Retype the listing that follows, exactly as written.

═══ Data to use

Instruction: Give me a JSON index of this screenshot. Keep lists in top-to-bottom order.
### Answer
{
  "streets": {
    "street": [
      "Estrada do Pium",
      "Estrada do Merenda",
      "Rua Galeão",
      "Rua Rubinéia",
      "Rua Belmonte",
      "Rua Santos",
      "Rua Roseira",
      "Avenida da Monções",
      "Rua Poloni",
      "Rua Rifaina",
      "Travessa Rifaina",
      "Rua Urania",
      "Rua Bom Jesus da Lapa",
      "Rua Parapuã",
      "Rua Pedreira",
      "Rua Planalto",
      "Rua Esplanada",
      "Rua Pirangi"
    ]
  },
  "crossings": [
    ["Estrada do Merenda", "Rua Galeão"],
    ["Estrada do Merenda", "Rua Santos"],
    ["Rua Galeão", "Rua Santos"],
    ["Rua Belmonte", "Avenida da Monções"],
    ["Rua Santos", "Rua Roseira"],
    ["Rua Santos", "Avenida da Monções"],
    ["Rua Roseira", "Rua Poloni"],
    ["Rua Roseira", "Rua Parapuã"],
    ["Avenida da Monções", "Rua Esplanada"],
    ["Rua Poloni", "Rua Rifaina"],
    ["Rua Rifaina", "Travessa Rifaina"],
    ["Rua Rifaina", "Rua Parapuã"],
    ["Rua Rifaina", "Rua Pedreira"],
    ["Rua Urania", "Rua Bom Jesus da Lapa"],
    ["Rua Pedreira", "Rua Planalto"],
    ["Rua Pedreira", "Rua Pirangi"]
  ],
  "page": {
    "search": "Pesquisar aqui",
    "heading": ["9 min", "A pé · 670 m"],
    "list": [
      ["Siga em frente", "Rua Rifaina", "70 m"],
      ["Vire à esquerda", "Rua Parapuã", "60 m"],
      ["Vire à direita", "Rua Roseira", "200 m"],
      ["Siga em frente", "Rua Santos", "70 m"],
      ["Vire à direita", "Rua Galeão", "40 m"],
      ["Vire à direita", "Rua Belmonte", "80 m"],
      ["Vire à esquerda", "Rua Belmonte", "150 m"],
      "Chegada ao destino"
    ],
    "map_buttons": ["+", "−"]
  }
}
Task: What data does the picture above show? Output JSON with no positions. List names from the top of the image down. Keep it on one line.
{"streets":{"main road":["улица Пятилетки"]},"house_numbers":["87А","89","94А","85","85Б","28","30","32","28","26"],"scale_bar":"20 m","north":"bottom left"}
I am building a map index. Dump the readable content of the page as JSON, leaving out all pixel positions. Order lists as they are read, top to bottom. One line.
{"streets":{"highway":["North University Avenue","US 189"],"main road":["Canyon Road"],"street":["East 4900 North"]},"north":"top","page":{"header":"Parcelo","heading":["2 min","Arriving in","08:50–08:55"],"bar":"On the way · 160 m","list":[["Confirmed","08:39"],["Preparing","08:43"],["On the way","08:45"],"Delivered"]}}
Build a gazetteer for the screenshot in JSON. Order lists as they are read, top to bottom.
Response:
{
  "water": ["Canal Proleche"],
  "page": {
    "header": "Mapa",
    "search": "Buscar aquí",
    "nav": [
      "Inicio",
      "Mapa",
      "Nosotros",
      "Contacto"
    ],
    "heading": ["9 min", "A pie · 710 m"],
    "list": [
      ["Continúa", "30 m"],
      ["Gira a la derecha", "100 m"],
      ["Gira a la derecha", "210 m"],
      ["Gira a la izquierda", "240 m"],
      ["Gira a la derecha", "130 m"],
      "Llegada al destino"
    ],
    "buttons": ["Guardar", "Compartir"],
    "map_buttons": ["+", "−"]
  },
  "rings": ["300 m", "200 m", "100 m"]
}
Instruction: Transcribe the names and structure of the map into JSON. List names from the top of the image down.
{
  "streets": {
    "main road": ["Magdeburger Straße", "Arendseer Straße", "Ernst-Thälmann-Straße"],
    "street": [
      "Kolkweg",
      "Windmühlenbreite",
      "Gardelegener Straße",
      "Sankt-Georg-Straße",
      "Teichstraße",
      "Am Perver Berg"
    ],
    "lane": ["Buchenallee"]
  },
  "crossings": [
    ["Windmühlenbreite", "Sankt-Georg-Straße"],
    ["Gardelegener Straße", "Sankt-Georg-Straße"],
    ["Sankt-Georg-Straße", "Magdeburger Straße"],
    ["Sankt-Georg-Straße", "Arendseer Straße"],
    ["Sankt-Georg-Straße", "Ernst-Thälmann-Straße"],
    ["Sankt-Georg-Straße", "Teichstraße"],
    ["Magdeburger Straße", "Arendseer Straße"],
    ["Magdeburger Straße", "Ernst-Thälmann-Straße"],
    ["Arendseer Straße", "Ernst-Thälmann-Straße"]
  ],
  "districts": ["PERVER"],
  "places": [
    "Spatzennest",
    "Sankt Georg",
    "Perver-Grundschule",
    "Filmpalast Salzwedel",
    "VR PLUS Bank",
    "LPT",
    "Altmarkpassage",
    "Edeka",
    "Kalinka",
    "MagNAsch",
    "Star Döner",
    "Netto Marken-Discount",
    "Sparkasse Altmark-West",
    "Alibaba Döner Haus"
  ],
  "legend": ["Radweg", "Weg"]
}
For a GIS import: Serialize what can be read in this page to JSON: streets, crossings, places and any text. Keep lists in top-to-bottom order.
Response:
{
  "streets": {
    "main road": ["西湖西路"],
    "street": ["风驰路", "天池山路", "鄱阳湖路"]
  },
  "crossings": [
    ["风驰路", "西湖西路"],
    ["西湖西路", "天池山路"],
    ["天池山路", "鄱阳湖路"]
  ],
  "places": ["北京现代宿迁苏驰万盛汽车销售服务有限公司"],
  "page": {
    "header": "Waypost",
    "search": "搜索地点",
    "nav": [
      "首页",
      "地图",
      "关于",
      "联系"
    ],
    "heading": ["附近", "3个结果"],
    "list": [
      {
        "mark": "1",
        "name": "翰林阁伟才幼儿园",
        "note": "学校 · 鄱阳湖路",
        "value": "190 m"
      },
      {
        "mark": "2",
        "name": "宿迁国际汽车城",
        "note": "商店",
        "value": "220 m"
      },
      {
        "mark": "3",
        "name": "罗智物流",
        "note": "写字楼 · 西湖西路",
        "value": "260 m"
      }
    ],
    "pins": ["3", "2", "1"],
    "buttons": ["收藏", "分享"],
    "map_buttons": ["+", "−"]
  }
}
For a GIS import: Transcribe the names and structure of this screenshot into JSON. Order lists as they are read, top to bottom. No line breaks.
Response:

══════

_Solution_:
Instruction: Give me a JSON index of this screenshot. Keep lists in top-to-bottom order.
### Answer
{
  "streets": {
    "street": [
      "Estrada do Pium",
      "Estrada do Merenda",
      "Rua Galeão",
      "Rua Rubinéia",
      "Rua Belmonte",
      "Rua Santos",
      "Rua Roseira",
      "Avenida da Monções",
      "Rua Poloni",
      "Rua Rifaina",
      "Travessa Rifaina",
      "Rua Urania",
      "Rua Bom Jesus da Lapa",
      "Rua Parapuã",
      "Rua Pedreira",
      "Rua Planalto",
      "Rua Esplanada",
      "Rua Pirangi"
    ]
  },
  "crossings": [
    ["Estrada do Merenda", "Rua Galeão"],
    ["Estrada do Merenda", "Rua Santos"],
    ["Rua Galeão", "Rua Santos"],
    ["Rua Belmonte", "Avenida da Monções"],
    ["Rua Santos", "Rua Roseira"],
    ["Rua Santos", "Avenida da Monções"],
    ["Rua Roseira", "Rua Poloni"],
    ["Rua Roseira", "Rua Parapuã"],
    ["Avenida da Monções", "Rua Esplanada"],
    ["Rua Poloni", "Rua Rifaina"],
    ["Rua Rifaina", "Travessa Rifaina"],
    ["Rua Rifaina", "Rua Parapuã"],
    ["Rua Rifaina", "Rua Pedreira"],
    ["Rua Urania", "Rua Bom Jesus da Lapa"],
    ["Rua Pedreira", "Rua Planalto"],
    ["Rua Pedreira", "Rua Pirangi"]
  ],
  "page": {
    "search": "Pesquisar aqui",
    "heading": ["9 min", "A pé · 670 m"],
    "list": [
      ["Siga em frente", "Rua Rifaina", "70 m"],
      ["Vire à esquerda", "Rua Parapuã", "60 m"],
      ["Vire à direita", "Rua Roseira", "200 m"],
      ["Siga em frente", "Rua Santos", "70 m"],
      ["Vire à direita", "Rua Galeão", "40 m"],
      ["Vire à direita", "Rua Belmonte", "80 m"],
      ["Vire à esquerda", "Rua Belmonte", "150 m"],
      "Chegada ao destino"
    ],
    "map_buttons": ["+", "−"]
  }
}
Task: What data does the picture above show? Output JSON with no positions. List names from the top of the image down. Keep it on one line.
{"streets":{"main road":["улица Пятилетки"]},"house_numbers":["87А","89","94А","85","85Б","28","30","32","28","26"],"scale_bar":"20 m","north":"bottom left"}
I am building a map index. Dump the readable content of the page as JSON, leaving out all pixel positions. Order lists as they are read, top to bottom. One line.
{"streets":{"highway":["North University Avenue","US 189"],"main road":["Canyon Road"],"street":["East 4900 North"]},"north":"top","page":{"header":"Parcelo","heading":["2 min","Arriving in","08:50–08:55"],"bar":"On the way · 160 m","list":[["Confirmed","08:39"],["Preparing","08:43"],["On the way","08:45"],"Delivered"]}}
Build a gazetteer for the screenshot in JSON. Order lists as they are read, top to bottom.
Response:
{
  "water": ["Canal Proleche"],
  "page": {
    "header": "Mapa",
    "search": "Buscar aquí",
    "nav": [
      "Inicio",
      "Mapa",
      "Nosotros",
      "Contacto"
    ],
    "heading": ["9 min", "A pie · 710 m"],
    "list": [
      ["Continúa", "30 m"],
      ["Gira a la derecha", "100 m"],
      ["Gira a la derecha", "210 m"],
      ["Gira a la izquierda", "240 m"],
      ["Gira a la derecha", "130 m"],
      "Llegada al destino"
    ],
    "buttons": ["Guardar", "Compartir"],
    "map_buttons": ["+", "−"]
  },
  "rings": ["300 m", "200 m", "100 m"]
}
Instruction: Transcribe the names and structure of the map into JSON. List names from the top of the image down.
{
  "streets": {
    "main road": ["Magdeburger Straße", "Arendseer Straße", "Ernst-Thälmann-Straße"],
    "street": [
      "Kolkweg",
      "Windmühlenbreite",
      "Gardelegener Straße",
      "Sankt-Georg-Straße",
      "Teichstraße",
      "Am Perver Berg"
    ],
    "lane": ["Buchenallee"]
  },
  "crossings": [
    ["Windmühlenbreite", "Sankt-Georg-Straße"],
    ["Gardelegener Straße", "Sankt-Georg-Straße"],
    ["Sankt-Georg-Straße", "Magdeburger Straße"],
    ["Sankt-Georg-Straße", "Arendseer Straße"],
    ["Sankt-Georg-Straße", "Ernst-Thälmann-Straße"],
    ["Sankt-Georg-Straße", "Teichstraße"],
    ["Magdeburger Straße", "Arendseer Straße"],
    ["Magdeburger Straße", "Ernst-Thälmann-Straße"],
    ["Arendseer Straße", "Ernst-Thälmann-Straße"]
  ],
  "districts": ["PERVER"],
  "places": [
    "Spatzennest",
    "Sankt Georg",
    "Perver-Grundschule",
    "Filmpalast Salzwedel",
    "VR PLUS Bank",
    "LPT",
    "Altmarkpassage",
    "Edeka",
    "Kalinka",
    "MagNAsch",
    "Star Döner",
    "Netto Marken-Discount",
    "Sparkasse Altmark-West",
    "Alibaba Döner Haus"
  ],
  "legend": ["Radweg", "Weg"]
}
For a GIS import: Serialize what can be read in this page to JSON: streets, crossings, places and any text. Keep lists in top-to-bottom order.
Response:
{
  "streets": {
    "main road": ["西湖西路"],
    "street": ["风驰路", "天池山路", "鄱阳湖路"]
  },
  "crossings": [
    ["风驰路", "西湖西路"],
    ["西湖西路", "天池山路"],
    ["天池山路", "鄱阳湖路"]
  ],
  "places": ["北京现代宿迁苏驰万盛汽车销售服务有限公司"],
  "page": {
    "header": "Waypost",
    "search": "搜索地点",
    "nav": [
      "首页",
      "地图",
      "关于",
      "联系"
    ],
    "heading": ["附近", "3个结果"],
    "list": [
      {
        "mark": "1",
        "name": "翰林阁伟才幼儿园",
        "note": "学校 · 鄱阳湖路",
        "value": "190 m"
      },
      {
        "mark": "2",
        "name": "宿迁国际汽车城",
        "note": "商店",
        "value": "220 m"
      },
      {
        "mark": "3",
        "name": "罗智物流",
        "note": "写字楼 · 西湖西路",
        "value": "260 m"
      }
    ],
    "pins": ["3", "2", "1"],
    "buttons": ["收藏", "分享"],
    "map_buttons": ["+", "−"]
  }
}
For a GIS import: Transcribe the names and structure of this screenshot into JSON. Order lists as they are read, top to bottom. No line breaks.
Response:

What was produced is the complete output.